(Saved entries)
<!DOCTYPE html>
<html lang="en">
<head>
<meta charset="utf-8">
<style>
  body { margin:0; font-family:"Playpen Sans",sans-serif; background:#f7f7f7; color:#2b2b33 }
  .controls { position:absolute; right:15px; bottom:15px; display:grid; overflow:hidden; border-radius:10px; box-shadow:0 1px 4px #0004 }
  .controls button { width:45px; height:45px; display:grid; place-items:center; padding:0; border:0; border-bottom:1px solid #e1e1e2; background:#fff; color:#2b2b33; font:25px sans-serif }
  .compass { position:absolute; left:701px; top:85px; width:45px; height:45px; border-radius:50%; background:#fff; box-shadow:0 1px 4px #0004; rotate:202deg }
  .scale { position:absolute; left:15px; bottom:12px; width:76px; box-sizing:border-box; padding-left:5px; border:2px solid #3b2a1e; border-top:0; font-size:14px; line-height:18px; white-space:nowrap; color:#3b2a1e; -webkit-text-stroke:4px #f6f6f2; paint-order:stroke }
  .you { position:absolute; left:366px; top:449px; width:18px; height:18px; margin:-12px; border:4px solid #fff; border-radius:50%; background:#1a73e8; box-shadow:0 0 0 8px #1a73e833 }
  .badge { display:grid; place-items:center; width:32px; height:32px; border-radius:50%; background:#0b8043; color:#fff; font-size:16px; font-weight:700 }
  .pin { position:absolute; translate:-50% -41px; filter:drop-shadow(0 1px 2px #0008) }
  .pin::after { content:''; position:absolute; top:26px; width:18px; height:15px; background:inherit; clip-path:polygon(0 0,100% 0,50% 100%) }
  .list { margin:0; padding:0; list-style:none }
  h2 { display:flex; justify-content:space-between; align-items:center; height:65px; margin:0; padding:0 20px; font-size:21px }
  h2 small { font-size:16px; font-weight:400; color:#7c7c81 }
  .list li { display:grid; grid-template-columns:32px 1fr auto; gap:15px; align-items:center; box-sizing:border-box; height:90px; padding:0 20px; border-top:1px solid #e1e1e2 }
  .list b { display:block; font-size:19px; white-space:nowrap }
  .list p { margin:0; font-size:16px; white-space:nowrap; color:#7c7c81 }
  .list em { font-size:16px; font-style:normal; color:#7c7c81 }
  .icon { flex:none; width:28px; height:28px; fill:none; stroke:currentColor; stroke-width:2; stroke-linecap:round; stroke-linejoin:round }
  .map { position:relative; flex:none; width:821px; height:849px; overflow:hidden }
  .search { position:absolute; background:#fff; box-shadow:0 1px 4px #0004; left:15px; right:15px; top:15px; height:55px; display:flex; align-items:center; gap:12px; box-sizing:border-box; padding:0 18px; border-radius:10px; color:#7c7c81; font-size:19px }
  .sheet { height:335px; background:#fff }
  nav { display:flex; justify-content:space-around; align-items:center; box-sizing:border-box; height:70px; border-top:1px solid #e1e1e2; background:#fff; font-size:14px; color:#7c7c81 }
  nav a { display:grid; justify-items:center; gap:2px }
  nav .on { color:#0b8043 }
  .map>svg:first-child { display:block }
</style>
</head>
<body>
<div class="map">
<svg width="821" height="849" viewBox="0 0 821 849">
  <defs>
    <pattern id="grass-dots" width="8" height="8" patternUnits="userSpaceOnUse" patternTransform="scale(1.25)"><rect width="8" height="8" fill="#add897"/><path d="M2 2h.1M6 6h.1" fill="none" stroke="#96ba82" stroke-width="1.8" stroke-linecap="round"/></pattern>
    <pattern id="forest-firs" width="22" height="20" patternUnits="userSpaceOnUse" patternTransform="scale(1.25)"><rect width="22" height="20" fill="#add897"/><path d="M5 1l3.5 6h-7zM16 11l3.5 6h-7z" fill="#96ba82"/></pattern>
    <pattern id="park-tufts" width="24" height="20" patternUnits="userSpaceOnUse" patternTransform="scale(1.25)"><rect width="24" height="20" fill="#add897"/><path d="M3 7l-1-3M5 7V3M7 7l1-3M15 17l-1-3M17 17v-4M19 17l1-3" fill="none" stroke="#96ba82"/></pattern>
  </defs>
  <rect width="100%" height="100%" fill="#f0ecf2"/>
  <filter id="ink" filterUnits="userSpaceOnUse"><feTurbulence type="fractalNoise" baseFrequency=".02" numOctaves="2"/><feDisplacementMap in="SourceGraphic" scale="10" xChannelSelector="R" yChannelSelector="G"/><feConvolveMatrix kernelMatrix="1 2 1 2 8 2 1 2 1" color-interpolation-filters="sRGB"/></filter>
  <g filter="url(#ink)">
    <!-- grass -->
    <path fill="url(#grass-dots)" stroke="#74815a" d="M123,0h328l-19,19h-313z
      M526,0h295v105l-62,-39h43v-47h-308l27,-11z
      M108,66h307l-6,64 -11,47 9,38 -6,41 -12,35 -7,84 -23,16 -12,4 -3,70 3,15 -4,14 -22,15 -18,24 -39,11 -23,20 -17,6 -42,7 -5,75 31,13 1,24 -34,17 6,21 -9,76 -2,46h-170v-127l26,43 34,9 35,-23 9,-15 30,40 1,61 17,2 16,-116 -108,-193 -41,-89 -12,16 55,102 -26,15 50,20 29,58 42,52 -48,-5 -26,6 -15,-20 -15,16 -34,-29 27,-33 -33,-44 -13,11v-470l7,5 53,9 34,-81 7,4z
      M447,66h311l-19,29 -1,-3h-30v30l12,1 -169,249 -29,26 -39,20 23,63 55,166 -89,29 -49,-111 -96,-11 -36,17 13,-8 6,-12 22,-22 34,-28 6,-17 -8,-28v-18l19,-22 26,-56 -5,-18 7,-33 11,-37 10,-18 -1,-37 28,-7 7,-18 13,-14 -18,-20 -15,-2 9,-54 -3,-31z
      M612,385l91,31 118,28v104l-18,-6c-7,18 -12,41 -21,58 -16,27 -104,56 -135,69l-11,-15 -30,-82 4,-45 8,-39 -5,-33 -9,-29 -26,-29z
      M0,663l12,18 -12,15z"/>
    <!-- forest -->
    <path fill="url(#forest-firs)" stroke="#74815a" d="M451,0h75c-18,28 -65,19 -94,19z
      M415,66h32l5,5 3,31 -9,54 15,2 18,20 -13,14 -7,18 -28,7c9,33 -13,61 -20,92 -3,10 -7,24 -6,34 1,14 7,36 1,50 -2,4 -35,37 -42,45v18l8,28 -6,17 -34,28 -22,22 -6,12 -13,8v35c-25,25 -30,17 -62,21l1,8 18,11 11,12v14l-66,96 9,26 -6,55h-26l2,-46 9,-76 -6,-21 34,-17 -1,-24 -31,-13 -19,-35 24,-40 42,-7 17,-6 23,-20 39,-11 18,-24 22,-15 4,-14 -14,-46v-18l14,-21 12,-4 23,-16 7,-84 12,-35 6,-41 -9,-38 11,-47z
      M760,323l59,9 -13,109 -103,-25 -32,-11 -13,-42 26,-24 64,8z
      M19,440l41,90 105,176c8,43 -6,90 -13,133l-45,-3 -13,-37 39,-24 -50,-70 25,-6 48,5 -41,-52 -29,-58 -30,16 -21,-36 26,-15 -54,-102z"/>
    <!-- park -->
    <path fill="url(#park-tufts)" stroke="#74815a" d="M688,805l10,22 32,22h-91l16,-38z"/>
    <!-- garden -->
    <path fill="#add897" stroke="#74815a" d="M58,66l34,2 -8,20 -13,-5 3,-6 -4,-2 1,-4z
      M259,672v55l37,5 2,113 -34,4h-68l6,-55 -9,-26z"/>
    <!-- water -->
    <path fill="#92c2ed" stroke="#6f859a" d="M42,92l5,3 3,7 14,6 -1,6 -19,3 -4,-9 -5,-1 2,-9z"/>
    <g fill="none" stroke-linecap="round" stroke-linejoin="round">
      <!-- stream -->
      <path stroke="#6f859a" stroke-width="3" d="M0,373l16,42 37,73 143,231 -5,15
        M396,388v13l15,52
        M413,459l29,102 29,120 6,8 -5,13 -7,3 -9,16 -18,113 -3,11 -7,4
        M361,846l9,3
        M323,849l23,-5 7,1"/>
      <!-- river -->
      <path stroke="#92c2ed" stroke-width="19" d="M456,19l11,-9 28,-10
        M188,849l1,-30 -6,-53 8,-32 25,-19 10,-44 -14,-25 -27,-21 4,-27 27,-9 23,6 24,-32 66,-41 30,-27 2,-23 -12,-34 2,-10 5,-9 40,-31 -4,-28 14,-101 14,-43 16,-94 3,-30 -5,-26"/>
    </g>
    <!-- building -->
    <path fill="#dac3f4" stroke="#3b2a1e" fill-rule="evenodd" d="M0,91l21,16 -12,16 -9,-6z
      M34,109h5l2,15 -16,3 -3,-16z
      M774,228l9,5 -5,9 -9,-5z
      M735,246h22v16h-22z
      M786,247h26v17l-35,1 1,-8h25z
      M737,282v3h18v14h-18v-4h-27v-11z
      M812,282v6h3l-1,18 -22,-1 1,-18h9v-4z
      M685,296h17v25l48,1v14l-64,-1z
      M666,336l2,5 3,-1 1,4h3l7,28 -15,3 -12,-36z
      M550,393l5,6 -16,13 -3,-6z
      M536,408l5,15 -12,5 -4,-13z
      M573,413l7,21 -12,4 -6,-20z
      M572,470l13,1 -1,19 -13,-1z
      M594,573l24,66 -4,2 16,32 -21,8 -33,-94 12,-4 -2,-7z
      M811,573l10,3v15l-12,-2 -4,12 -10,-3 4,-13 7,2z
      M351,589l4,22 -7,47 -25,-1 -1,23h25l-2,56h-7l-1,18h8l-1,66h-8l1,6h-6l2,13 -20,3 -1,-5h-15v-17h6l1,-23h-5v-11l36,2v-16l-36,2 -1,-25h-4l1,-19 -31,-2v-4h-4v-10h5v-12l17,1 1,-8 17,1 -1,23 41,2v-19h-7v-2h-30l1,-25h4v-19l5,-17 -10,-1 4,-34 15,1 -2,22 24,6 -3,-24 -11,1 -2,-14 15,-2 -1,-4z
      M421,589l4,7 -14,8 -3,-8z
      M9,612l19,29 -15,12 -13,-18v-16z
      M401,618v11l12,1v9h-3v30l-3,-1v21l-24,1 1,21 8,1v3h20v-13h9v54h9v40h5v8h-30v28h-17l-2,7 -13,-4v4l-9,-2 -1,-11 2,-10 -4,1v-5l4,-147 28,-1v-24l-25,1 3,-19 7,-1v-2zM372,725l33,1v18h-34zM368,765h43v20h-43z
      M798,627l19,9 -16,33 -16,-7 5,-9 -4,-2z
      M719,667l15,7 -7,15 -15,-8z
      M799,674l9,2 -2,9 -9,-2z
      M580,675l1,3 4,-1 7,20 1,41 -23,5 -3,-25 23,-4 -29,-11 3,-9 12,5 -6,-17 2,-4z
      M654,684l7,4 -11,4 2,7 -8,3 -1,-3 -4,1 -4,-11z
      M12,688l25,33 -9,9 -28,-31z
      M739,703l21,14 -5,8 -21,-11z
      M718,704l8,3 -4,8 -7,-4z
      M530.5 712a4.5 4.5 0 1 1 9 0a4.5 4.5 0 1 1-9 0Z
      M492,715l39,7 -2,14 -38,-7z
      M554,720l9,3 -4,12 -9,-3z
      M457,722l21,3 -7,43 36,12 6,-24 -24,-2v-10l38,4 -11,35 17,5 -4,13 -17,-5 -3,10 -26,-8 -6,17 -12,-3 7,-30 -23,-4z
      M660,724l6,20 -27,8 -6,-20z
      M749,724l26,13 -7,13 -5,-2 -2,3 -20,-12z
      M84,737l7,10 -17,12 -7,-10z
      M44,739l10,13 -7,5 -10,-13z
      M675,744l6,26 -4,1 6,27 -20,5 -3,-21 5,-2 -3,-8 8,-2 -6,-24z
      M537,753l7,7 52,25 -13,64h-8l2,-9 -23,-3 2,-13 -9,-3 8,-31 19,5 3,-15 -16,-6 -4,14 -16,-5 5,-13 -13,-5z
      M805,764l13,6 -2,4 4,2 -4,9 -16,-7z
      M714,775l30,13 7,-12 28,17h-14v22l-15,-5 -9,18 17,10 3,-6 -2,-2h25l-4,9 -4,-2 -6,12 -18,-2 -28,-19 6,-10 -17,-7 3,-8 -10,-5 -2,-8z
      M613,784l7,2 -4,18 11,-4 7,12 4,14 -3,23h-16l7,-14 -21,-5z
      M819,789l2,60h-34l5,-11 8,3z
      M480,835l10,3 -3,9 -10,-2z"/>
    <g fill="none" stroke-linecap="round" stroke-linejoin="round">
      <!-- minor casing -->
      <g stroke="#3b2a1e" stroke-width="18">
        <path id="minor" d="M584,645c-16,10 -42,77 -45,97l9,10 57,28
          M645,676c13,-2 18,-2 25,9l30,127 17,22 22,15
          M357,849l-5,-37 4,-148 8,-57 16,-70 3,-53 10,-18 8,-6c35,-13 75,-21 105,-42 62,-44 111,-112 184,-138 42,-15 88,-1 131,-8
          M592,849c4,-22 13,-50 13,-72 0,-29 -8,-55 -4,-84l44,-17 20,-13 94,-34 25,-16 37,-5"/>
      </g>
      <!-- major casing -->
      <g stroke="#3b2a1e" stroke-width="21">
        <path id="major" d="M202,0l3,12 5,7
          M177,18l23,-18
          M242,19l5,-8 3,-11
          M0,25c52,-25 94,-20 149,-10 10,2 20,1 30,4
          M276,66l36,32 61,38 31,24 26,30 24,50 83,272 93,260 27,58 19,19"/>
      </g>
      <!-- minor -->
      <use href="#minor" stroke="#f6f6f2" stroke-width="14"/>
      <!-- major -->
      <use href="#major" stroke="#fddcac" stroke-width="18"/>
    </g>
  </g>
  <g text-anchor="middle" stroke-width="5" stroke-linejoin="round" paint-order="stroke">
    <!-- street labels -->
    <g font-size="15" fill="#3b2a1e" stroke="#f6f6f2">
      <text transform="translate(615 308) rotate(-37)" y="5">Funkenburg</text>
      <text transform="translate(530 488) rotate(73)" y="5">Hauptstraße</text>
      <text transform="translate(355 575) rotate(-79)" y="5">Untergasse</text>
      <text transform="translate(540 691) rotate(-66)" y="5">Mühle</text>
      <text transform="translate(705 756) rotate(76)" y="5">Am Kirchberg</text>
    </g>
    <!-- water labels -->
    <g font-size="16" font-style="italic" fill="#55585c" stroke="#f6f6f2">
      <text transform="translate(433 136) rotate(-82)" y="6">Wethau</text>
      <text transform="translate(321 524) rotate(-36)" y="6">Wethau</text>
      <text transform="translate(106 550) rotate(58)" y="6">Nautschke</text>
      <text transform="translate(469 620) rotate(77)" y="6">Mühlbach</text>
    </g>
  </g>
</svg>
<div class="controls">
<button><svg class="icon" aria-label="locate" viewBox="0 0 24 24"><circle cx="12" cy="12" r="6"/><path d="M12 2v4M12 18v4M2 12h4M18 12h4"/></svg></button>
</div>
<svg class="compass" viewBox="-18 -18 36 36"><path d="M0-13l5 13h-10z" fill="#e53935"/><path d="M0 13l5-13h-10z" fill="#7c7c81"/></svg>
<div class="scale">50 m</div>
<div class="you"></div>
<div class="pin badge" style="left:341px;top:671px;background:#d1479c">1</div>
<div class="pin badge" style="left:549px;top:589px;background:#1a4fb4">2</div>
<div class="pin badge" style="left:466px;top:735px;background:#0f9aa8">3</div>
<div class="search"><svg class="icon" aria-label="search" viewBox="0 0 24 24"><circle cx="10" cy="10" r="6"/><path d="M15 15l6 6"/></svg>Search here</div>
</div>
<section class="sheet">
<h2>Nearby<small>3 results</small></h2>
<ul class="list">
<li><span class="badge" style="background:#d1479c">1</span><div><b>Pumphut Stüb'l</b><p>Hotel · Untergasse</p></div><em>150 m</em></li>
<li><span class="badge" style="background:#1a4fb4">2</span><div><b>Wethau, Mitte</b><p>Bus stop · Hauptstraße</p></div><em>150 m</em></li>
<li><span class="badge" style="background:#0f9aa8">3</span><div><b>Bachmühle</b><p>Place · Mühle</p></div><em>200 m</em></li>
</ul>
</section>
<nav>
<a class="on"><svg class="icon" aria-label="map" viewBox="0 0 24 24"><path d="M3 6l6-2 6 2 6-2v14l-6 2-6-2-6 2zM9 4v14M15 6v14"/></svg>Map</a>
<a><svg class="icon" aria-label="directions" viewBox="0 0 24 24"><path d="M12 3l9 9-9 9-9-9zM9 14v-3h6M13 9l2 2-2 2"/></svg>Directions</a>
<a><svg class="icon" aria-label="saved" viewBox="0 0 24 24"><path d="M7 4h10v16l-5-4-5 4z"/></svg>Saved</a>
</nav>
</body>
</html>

WORK TO BE COMPLETED: Report every line in the data that holds "list", copying each one.

RESPONSE BOX:
  .list { margin:0; padding:0; list-style:none }
  .list li { display:grid; grid-template-columns:32px 1fr auto; gap:15px; align-items:center; box-sizing:border-box; height:90px; padding:0 20px; border-top:1px solid #e1e1e2 }
  .list b { display:block; font-size:19px; white-space:nowrap }
  .list p { margin:0; font-size:16px; white-space:nowrap; color:#7c7c81 }
  .list em { font-size:16px; font-style:normal; color:#7c7c81 }
<ul class="list">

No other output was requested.